- **WHAT YOU HAVE TO DO**
Could you reproduce the lines below from the one with "position:relative; width:911px; height:1227px;" through the one with "filter:drop-shadow(0 0 2px"? Keep both ends and add nothing.

************

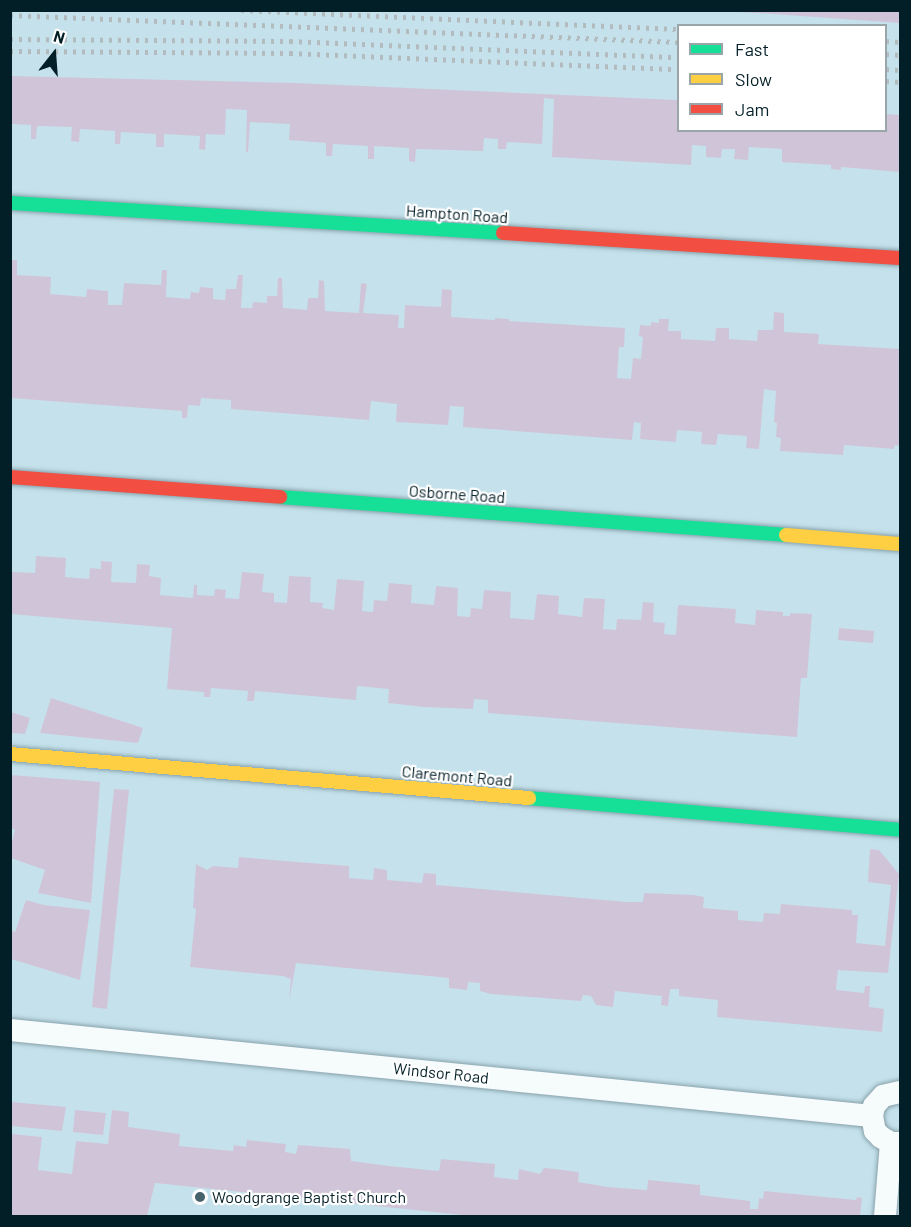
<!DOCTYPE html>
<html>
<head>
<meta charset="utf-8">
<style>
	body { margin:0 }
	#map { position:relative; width:911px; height:1227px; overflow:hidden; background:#c5e2ec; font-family:Barlow,sans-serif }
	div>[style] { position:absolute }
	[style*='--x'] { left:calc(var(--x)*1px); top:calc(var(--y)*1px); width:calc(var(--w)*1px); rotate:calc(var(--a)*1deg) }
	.green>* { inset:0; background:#d0c5d8 }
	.roads { filter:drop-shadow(0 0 2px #88a2ab) drop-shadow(0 0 2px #88a2ab) }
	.street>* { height:22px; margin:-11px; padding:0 11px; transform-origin:11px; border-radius:11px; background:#f6fbfc }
	.fast>* { height:14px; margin:-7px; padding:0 7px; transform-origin:7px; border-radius:7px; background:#16e098 }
	.slow>* { height:14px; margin:-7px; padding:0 7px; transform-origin:7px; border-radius:7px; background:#ffcf43 }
	.jam>* { height:14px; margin:-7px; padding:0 7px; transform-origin:7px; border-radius:7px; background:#f24e42 }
	.rail>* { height:4.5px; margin-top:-2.25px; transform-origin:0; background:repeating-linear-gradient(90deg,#b2bbbd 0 3px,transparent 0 9px) }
	.dots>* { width:16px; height:16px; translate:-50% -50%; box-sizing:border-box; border:3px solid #fff; border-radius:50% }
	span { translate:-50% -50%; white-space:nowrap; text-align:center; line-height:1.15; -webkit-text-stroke:4.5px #fff; paint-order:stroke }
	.street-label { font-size:16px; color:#021e27 }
	.poi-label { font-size:16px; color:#021e27 }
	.left { translate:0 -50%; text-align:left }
	.frame { position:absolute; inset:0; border:12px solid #021e27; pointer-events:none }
	.legend { position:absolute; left:677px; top:24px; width:210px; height:108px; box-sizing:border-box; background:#fff; border:2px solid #9aa5a9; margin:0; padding:8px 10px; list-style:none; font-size:18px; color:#021e27 }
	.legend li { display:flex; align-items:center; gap:12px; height:30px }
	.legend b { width:30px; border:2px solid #9aa5a9 }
	.north { position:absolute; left:24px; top:24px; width:60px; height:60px; -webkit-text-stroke:4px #fff; paint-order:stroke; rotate:17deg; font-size:16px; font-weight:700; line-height:24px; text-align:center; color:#021e27 }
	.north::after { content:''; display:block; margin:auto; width:21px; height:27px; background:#021e27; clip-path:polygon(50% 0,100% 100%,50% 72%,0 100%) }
</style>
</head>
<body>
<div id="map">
	<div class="green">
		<div style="clip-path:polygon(714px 11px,900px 11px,900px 23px,758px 13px)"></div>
		<div style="clip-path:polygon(11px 76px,296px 83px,678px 100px,678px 130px,886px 130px,886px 114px,900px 115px,900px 172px,841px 167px,841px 170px,831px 169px,831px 165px,782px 162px,782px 149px,749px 147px,748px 160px,734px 159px,735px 149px,722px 149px,721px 158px,706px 157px,706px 146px,692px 145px,691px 165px,552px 157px,554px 99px,544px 98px,542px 144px,507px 142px,506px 149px,498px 149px,498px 139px,484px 138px,483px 151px,416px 149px,415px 162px,409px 161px,409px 148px,374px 146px,374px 159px,368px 159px,368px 146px,333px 144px,332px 156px,326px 156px,326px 143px,289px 140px,290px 124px,250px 122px,248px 152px,246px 152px,247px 110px,226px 109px,225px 135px,206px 134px,205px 150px,199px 149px,200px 136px,164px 134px,164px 147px,156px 147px,156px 134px,121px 132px,120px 144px,115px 144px,115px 131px,80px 129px,79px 142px,71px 141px,72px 127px,37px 126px,36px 139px,31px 139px,31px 125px,11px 124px)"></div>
		<div style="clip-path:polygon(12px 260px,17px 260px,17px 275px,51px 277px,50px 294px,86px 297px,87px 289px,108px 291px,108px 305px,122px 305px,124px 283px,161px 285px,162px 270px,167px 270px,166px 297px,190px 299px,191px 292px,199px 293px,200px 287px,213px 288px,213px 299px,225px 300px,226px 289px,236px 289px,238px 275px,243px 275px,241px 308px,252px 308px,253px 302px,267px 303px,267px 296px,277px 296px,278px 278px,282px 278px,283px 308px,307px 310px,308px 298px,318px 298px,319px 280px,324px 281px,325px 311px,359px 313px,361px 283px,367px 284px,363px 313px,399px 315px,398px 328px,404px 328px,405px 305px,441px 307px,442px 289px,452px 290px,451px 317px,495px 320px,495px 318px,509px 319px,509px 321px,625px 328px,624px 347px,619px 347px,617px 378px,631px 379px,633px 358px,641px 359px,643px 337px,639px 336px,640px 325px,651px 326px,651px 322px,659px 323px,659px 319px,669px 319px,668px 331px,681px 331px,681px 339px,715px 341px,716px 328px,729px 328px,729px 339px,757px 341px,758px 330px,773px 330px,774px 312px,784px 313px,784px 332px,819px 334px,818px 344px,900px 349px,900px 446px,895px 445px,894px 449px,844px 445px,843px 455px,780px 451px,781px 438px,776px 437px,777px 423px,774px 422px,776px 391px,764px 389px,759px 449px,746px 448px,747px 436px,718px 434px,716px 445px,701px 444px,702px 432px,677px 430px,676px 442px,640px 439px,641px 423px,634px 422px,632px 440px,463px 427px,464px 407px,450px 406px,448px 425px,396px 422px,397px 404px,371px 401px,369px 420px,231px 409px,231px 400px,201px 398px,200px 406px,188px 405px,187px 418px,182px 418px,182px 411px,11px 398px)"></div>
		<div style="clip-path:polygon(36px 556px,66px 558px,65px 577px,89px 579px,90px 568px,101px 569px,101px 561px,112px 562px,111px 582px,136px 583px,137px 564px,150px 565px,149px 576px,161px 578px,160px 595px,193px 598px,194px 585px,197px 585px,197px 595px,214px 596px,215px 589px,226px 590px,225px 598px,239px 599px,242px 572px,264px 574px,262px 592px,274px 593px,274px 602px,287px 603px,289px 576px,311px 577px,310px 602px,323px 603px,322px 608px,334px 610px,337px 579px,364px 581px,362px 611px,373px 612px,374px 600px,387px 601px,389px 583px,412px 585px,411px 603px,434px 605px,436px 586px,458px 588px,457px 616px,470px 617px,471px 608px,482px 609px,484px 590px,511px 592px,510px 618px,534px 620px,537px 594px,559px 596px,558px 614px,582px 617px,584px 598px,605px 599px,603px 629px,616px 630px,617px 619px,641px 620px,643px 602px,654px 603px,653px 622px,665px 623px,664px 634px,676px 635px,678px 605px,736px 609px,735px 623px,755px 625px,756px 610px,783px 612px,783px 616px,790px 616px,790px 613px,812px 614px,807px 678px,801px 678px,797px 737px,488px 713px,488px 700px,474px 699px,473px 709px,424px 707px,388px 703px,389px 689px,357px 686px,356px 700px,255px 691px,254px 701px,247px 701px,248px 691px,211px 688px,210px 697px,204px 697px,204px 692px,167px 689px,172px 628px,11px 614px,11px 572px,35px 573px)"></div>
		<div style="clip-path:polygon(839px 628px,874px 631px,873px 643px,838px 640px)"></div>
		<div style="clip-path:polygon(51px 698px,143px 728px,138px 743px,40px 733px)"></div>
		<div style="clip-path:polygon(11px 712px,30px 718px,25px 734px,11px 733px)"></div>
		<div style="clip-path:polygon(11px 775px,100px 782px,91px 903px,38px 893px,45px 870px,11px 858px,11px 845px,15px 830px,11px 828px)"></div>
		<div style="clip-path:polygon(114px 789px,129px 790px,107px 1009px,92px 1007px)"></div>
		<div style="clip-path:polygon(870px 849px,879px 850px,899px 874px,888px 973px,838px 970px,836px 990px,864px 993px,865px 986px,870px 986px,869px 1007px,884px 1009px,882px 1032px,717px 1017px,718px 1000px,679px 996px,679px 989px,670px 989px,668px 1006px,661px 1005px,662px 996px,615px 991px,613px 1007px,596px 1005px,591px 996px,583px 995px,581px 1001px,491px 994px,480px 991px,480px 983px,468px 982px,467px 990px,449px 988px,449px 978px,296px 963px,289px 1001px,291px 979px,283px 976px,190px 967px,196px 909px,193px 908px,196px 864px,207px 870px,213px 866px,238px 868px,239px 857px,284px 861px,349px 866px,349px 878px,373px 880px,374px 868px,387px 870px,387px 880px,422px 883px,424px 873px,436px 874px,436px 885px,627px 902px,643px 902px,644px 893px,694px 895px,704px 897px,703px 908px,738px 911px,738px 920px,763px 922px,764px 913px,780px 914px,781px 904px,852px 910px,852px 915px,858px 915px,856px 943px,885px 946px,891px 885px,868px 882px)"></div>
		<div style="clip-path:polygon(26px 900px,44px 905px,90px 910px,80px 980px,11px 959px,11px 931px,15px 932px)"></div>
		<div style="clip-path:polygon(11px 1102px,66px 1107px,62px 1131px,11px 1126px)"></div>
		<div style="clip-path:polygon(75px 1110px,106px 1113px,103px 1135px,73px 1132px)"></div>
		<div style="clip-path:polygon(112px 1110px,129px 1112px,128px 1127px,180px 1134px,179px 1146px,233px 1151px,234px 1145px,246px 1147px,247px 1140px,286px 1144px,285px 1152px,296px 1154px,298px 1145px,338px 1148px,350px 1149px,351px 1161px,389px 1166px,439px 1171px,441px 1159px,495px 1164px,494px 1177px,518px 1180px,519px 1169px,540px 1174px,544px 1168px,555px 1169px,579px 1172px,578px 1182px,608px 1187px,647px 1190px,648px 1180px,700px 1185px,700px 1195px,750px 1201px,750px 1209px,758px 1209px,759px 1198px,763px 1199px,764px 1191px,856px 1200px,857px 1197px,862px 1198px,860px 1216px,472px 1216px,155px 1183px,147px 1216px,11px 1216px,11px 1134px,42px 1137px,38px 1170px,72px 1174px,76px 1141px,108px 1144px)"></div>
	</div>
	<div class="roads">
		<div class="street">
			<div style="--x:10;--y:1030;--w:866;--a:5.7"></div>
			<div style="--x:900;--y:1092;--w:17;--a:167"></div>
			<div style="--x:883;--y:1096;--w:13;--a:132"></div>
			<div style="--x:874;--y:1106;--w:10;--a:101"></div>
			<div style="--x:872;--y:1116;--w:15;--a:79"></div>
			<div style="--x:875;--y:1131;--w:8;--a:45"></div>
			<div style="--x:881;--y:1137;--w:12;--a:31"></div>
			<div style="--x:891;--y:1143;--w:9;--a:0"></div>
			<div style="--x:885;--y:1216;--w:73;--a:-85.3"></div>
		</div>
		<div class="fast">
			<div style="--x:10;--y:203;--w:494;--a:3.5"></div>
			<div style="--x:280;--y:497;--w:507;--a:4.29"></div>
			<div style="--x:529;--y:798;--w:372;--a:4.9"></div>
		</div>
		<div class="slow">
			<div style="--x:786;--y:535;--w:114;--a:4.5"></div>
			<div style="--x:10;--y:754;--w:521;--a:4.85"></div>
		</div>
		<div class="jam">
			<div style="--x:503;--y:233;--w:398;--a:3.6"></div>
			<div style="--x:10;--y:477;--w:271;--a:4.2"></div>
		</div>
	</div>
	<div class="rail">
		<div style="--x:241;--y:10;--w:437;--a:2.5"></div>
		<div style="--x:10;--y:15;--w:669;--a:2.31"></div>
		<div style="--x:10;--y:39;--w:280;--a:0.4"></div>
		<div style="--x:290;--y:41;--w:388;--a:2.4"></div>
		<div style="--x:886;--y:41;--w:14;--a:4"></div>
		<div style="--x:10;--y:51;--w:280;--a:0.4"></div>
		<div style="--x:290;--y:53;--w:388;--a:2.4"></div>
		<div style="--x:886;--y:54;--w:14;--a:4"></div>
		<div style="--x:886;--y:69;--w:14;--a:4"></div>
		<div style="--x:886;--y:81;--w:14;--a:4"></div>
	</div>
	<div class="dots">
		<div style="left:200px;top:1197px;background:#46636c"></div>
	</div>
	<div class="street-label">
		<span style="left:457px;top:214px;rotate:4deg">Hampton Road</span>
		<span style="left:457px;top:494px;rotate:4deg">Osborne Road</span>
		<span style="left:457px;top:776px;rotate:5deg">Claremont Road</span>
		<span style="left:441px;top:1073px;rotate:6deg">Windsor Road</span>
	</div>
	<div class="poi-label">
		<span class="left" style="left:212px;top:1197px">Woodgrange Baptist Church</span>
	</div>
	<div class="frame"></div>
	<ul class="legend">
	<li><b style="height:8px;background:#16e098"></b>Fast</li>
	<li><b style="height:8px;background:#ffcf43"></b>Slow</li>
	<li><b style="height:8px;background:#f24e42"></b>Jam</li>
	</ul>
	<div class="north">N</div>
</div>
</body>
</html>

************

- **TASK OUTPUT**
	#map { position:relative; width:911px; height:1227px; overflow:hidden; background:#c5e2ec; font-family:Barlow,sans-serif }
	div>[style] { position:absolute }
	[style*='--x'] { left:calc(var(--x)*1px); top:calc(var(--y)*1px); width:calc(var(--w)*1px); rotate:calc(var(--a)*1deg) }
	.green>* { inset:0; background:#d0c5d8 }
	.roads { filter:drop-shadow(0 0 2px #88a2ab) drop-shadow(0 0 2px #88a2ab) }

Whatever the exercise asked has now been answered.